(Materials provided begins)

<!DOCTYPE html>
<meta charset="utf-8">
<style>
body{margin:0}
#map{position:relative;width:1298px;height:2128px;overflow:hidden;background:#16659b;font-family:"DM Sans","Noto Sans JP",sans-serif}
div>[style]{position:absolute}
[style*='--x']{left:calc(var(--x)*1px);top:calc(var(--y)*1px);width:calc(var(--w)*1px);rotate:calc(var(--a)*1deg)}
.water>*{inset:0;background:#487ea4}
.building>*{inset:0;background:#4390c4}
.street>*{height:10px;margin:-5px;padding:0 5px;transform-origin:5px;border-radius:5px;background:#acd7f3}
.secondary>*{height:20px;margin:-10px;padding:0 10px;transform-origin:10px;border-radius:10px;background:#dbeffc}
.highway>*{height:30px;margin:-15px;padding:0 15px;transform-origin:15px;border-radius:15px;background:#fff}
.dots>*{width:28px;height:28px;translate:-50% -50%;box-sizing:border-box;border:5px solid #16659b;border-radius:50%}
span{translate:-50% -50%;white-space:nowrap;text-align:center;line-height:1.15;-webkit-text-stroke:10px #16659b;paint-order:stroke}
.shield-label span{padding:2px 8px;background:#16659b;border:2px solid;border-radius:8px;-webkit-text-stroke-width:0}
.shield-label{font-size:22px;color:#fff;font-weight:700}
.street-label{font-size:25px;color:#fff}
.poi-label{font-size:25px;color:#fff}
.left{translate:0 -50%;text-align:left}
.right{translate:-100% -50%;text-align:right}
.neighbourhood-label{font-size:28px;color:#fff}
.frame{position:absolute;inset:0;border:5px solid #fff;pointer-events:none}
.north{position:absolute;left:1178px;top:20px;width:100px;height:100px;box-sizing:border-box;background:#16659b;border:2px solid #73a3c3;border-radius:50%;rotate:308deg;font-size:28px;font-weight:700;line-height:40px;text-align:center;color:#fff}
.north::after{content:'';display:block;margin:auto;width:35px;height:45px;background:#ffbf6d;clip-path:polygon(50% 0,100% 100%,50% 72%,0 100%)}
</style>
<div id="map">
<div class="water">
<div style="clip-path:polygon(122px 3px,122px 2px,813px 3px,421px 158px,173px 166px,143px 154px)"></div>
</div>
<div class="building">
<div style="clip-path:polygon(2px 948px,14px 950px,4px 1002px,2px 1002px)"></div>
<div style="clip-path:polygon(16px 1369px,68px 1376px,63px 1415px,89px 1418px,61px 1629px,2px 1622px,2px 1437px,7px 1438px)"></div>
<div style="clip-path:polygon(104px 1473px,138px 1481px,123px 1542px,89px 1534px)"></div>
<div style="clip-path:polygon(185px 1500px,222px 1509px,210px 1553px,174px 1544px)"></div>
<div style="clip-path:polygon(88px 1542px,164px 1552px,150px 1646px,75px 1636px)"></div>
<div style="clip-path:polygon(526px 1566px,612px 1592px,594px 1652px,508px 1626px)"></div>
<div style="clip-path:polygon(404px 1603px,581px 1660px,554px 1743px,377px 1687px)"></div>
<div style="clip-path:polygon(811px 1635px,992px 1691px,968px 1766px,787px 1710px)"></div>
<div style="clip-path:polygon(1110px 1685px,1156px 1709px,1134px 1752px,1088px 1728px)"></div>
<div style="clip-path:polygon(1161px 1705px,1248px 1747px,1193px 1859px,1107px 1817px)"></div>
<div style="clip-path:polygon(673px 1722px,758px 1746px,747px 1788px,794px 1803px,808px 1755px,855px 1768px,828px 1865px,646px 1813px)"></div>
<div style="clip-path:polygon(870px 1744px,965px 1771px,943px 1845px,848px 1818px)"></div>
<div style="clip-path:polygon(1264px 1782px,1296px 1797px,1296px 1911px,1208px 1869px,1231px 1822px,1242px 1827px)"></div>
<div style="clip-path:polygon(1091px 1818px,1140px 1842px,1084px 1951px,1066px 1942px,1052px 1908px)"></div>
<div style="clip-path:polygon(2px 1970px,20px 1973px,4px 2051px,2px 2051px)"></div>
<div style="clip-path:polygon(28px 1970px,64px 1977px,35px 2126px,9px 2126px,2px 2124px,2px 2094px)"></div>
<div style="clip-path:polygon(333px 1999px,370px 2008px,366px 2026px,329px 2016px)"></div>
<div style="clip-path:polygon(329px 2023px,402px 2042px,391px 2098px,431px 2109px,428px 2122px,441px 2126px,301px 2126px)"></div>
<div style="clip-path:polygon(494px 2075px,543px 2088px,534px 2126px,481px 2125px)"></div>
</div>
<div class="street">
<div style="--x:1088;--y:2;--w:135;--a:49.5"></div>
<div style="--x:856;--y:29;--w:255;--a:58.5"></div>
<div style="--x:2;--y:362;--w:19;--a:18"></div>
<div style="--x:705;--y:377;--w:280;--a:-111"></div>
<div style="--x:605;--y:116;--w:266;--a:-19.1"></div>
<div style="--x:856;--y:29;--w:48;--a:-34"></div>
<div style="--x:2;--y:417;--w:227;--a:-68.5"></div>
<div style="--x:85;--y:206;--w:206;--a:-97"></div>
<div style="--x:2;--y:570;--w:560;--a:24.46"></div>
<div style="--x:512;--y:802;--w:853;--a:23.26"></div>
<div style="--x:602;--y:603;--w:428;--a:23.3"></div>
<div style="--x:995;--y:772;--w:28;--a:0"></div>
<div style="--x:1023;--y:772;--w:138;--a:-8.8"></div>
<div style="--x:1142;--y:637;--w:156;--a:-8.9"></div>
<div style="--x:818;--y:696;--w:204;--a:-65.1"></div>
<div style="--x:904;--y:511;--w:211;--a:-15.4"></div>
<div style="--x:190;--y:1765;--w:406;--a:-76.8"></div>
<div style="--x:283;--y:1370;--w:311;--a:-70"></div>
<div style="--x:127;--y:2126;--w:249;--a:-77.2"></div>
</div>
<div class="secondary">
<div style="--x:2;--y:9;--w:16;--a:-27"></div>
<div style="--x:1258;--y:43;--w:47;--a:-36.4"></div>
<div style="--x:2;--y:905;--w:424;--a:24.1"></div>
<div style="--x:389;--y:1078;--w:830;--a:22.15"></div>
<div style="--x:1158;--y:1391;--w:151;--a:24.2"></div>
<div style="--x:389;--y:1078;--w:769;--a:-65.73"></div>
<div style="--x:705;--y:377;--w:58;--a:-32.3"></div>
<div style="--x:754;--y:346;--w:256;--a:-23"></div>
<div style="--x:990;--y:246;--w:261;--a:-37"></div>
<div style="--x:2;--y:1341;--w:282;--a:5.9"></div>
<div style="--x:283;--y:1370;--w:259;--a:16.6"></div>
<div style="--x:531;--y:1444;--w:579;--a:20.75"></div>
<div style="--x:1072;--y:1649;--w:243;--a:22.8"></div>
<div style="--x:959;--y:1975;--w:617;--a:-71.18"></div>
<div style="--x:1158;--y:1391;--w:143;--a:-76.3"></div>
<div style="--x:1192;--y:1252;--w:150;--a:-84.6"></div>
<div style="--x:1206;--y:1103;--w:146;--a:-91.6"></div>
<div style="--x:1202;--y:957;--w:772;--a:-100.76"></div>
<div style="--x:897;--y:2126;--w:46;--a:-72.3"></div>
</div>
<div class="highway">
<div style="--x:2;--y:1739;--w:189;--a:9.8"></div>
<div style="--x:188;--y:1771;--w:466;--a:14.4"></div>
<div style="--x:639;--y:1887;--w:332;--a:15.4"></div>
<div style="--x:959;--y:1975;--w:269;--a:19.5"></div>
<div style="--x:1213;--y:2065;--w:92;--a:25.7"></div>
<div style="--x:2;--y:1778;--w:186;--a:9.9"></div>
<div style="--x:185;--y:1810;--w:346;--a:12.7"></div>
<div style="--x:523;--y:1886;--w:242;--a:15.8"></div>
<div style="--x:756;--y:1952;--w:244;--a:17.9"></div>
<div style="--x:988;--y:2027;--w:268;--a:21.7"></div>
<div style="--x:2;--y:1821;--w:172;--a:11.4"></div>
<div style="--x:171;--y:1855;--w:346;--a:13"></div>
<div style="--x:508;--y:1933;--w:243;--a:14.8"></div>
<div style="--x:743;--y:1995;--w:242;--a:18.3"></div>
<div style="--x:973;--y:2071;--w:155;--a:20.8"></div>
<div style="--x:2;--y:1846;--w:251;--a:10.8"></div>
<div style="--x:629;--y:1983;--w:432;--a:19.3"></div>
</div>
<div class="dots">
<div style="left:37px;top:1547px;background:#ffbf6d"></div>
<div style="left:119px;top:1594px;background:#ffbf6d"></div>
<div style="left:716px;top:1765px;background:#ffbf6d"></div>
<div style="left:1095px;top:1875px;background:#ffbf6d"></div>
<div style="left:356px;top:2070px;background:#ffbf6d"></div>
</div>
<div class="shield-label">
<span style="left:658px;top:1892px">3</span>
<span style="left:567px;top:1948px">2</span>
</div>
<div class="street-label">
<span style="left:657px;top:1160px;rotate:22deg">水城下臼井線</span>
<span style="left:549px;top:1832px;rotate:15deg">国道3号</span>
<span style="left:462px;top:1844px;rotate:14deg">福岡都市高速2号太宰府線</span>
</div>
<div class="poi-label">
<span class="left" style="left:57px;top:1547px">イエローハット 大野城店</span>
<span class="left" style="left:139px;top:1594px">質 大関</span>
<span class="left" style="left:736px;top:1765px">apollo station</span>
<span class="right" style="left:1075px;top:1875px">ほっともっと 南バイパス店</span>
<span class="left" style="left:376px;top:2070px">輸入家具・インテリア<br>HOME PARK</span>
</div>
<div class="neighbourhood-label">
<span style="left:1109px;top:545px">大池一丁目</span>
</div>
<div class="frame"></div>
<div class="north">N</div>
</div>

(Materials provided ends)
(Materials provided begins)

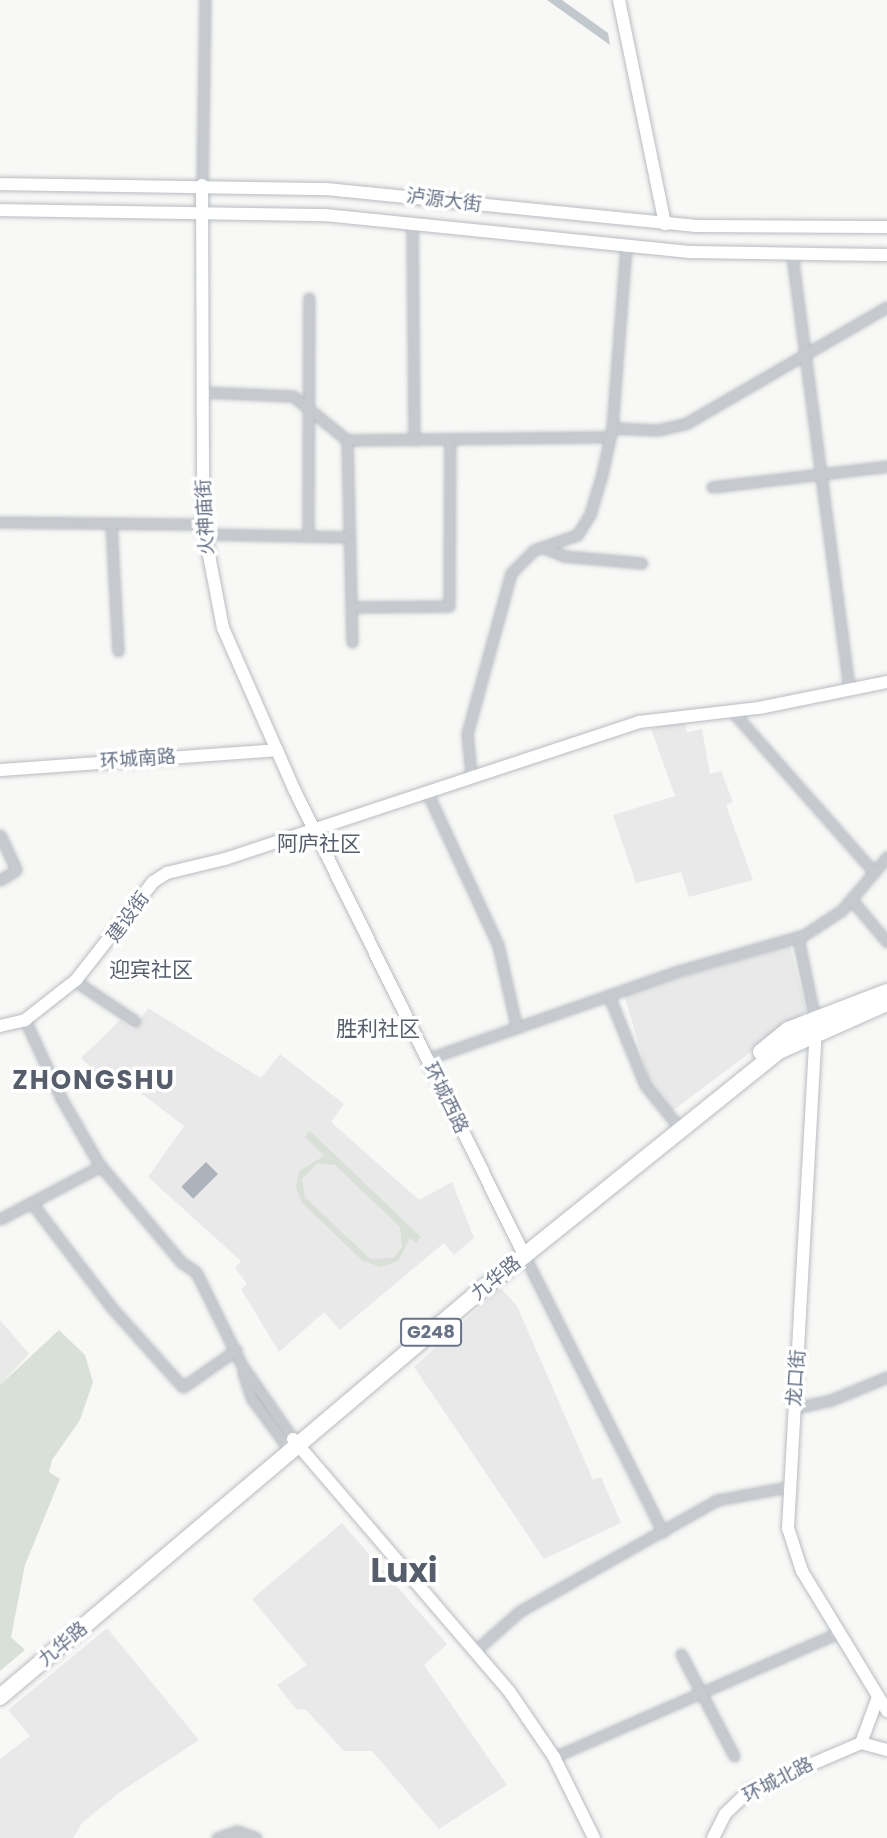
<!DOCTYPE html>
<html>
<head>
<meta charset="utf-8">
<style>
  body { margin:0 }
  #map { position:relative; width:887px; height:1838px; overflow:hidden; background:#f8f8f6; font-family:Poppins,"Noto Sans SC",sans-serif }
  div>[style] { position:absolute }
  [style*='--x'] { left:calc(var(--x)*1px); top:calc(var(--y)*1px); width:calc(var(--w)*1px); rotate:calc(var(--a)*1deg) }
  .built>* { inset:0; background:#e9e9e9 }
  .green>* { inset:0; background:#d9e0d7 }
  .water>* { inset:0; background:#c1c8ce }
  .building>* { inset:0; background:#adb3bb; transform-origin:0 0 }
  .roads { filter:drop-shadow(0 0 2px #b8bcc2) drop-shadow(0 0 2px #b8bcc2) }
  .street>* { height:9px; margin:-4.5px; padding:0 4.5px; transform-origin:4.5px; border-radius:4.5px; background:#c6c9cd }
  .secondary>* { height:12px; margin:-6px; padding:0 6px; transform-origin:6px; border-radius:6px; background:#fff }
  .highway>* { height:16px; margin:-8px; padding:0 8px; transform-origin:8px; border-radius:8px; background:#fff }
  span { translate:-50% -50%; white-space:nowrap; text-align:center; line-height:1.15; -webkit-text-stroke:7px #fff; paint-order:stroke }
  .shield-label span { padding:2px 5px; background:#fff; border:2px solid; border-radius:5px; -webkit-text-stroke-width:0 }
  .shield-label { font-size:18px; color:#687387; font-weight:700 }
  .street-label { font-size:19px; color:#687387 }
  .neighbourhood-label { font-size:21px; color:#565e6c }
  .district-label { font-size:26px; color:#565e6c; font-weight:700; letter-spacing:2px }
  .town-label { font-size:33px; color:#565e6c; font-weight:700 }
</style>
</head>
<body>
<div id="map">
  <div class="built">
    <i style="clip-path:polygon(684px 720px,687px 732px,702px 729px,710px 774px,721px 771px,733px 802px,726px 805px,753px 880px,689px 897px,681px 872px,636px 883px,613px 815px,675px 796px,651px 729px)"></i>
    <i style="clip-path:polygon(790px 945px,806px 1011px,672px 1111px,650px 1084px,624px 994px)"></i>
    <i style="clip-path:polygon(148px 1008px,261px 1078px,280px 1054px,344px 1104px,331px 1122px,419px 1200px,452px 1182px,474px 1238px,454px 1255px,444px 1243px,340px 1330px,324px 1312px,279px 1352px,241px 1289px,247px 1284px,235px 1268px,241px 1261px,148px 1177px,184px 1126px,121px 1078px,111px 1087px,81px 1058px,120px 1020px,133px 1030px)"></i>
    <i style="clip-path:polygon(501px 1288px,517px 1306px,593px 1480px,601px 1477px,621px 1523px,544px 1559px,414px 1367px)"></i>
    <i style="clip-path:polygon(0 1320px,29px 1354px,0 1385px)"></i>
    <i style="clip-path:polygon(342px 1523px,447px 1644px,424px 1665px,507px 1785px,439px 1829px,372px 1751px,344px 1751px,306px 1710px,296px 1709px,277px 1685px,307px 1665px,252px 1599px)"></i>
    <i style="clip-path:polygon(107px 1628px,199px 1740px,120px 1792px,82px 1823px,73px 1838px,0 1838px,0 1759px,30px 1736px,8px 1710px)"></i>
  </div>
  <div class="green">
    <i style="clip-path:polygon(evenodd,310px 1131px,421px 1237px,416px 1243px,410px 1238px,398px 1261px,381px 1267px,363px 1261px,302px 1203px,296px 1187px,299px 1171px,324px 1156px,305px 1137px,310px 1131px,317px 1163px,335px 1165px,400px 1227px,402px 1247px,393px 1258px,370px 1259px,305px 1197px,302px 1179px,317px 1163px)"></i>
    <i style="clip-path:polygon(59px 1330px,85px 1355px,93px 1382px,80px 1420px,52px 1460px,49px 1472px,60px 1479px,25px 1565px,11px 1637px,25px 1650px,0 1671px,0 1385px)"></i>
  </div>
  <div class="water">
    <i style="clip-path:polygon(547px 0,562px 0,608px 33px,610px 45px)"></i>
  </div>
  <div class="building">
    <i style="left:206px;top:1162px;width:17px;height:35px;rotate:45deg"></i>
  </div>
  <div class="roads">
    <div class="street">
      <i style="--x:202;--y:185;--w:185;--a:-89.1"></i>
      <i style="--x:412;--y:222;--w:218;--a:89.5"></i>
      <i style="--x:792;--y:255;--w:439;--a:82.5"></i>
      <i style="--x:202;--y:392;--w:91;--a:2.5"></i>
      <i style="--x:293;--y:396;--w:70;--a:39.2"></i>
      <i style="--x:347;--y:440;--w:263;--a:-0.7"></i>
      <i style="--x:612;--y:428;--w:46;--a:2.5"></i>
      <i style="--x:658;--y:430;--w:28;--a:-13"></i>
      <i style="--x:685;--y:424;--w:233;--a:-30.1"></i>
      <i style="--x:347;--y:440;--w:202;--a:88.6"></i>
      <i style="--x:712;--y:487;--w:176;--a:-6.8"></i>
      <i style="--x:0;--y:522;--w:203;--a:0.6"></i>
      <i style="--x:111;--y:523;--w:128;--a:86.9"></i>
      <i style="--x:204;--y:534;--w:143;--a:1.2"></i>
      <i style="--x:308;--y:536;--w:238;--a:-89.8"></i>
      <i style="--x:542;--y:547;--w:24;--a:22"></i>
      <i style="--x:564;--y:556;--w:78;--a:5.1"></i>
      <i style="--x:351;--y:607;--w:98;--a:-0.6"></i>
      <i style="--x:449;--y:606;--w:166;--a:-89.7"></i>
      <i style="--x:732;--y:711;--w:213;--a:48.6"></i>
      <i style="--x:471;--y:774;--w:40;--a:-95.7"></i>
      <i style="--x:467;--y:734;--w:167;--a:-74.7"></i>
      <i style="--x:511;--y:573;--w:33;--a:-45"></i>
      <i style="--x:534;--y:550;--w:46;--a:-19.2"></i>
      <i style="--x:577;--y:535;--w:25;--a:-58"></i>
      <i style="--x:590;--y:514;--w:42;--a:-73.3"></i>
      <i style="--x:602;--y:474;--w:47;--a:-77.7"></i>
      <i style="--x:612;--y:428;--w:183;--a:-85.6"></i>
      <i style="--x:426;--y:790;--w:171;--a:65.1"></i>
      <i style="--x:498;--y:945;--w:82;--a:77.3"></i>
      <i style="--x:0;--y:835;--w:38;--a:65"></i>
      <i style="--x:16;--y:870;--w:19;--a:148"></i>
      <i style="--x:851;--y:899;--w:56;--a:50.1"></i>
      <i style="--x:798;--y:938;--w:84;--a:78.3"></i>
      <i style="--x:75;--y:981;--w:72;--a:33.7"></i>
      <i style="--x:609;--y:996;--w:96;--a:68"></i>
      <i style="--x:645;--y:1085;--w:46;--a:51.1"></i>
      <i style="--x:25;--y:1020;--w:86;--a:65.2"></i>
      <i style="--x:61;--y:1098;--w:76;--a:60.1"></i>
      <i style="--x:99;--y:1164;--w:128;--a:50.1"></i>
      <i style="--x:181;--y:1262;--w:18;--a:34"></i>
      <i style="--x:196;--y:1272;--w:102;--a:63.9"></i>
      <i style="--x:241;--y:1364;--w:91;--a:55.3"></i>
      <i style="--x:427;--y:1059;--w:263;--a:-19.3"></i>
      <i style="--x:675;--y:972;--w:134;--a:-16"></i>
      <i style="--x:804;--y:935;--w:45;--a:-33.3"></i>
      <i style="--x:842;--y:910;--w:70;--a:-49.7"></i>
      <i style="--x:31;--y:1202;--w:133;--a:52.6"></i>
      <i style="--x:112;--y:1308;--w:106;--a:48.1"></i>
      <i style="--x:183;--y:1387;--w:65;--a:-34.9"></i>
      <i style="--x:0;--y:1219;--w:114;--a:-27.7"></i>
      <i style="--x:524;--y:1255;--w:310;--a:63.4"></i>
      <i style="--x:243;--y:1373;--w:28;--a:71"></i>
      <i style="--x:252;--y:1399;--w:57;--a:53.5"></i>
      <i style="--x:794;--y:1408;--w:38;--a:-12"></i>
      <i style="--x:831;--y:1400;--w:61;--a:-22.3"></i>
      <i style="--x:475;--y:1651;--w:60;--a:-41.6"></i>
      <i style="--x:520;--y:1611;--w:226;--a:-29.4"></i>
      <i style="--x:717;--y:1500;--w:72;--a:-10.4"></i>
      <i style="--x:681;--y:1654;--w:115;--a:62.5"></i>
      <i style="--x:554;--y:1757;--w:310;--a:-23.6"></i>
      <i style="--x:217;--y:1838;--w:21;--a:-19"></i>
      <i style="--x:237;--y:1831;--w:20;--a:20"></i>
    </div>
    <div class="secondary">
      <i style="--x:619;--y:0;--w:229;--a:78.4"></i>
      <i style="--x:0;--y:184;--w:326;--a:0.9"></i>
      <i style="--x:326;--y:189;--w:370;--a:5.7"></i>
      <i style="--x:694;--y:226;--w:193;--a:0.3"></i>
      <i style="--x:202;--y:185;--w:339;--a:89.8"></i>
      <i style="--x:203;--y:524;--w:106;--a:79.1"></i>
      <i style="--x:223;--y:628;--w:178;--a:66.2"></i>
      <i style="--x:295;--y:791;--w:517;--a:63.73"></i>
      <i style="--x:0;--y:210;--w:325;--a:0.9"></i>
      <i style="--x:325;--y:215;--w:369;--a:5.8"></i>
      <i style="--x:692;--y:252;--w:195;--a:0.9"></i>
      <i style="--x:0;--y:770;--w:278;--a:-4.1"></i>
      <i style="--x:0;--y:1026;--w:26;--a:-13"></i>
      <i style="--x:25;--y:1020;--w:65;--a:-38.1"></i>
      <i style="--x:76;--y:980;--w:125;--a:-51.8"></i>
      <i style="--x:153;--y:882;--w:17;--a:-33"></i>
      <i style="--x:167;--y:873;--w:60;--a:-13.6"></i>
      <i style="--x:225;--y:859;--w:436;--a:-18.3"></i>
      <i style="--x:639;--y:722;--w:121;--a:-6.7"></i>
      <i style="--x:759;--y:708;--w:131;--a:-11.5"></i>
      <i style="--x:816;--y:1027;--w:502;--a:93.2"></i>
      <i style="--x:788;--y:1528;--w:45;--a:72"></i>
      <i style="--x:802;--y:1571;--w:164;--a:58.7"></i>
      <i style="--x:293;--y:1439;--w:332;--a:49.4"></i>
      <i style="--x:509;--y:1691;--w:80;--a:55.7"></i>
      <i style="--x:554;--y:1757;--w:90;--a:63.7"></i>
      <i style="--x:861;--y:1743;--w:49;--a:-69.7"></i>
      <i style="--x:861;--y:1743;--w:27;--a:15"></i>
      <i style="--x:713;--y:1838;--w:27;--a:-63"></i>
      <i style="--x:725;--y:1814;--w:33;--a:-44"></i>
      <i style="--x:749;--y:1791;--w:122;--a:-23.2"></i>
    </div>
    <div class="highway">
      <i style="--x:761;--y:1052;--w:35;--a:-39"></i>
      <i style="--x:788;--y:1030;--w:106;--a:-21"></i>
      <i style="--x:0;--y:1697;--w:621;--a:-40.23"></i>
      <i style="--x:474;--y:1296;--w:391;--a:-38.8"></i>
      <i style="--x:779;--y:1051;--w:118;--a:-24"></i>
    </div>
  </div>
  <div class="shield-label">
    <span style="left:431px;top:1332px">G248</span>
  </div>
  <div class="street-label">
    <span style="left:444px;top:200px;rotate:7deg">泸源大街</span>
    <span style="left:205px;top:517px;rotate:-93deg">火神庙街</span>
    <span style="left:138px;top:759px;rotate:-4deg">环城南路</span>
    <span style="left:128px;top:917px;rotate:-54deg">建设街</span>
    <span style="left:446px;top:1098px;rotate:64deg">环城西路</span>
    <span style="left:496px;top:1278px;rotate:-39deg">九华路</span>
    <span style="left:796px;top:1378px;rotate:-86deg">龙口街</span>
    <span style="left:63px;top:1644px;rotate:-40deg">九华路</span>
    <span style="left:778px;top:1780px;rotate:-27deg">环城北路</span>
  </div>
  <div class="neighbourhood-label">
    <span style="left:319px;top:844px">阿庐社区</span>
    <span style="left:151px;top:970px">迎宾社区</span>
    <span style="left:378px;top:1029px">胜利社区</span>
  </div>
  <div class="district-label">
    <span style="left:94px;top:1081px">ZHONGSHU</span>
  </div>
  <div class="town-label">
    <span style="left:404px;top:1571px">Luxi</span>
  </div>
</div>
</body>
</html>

(Materials provided ends)

Look through the records and gather every line containing "relative".

Task answer:
#map{position:relative;width:1298px;height:2128px;overflow:hidden;background:#16659b;font-family:"DM Sans","Noto Sans JP",sans-serif}
  #map { position:relative; width:887px; height:1838px; overflow:hidden; background:#f8f8f6; font-family:Poppins,"Noto Sans SC",sans-serif }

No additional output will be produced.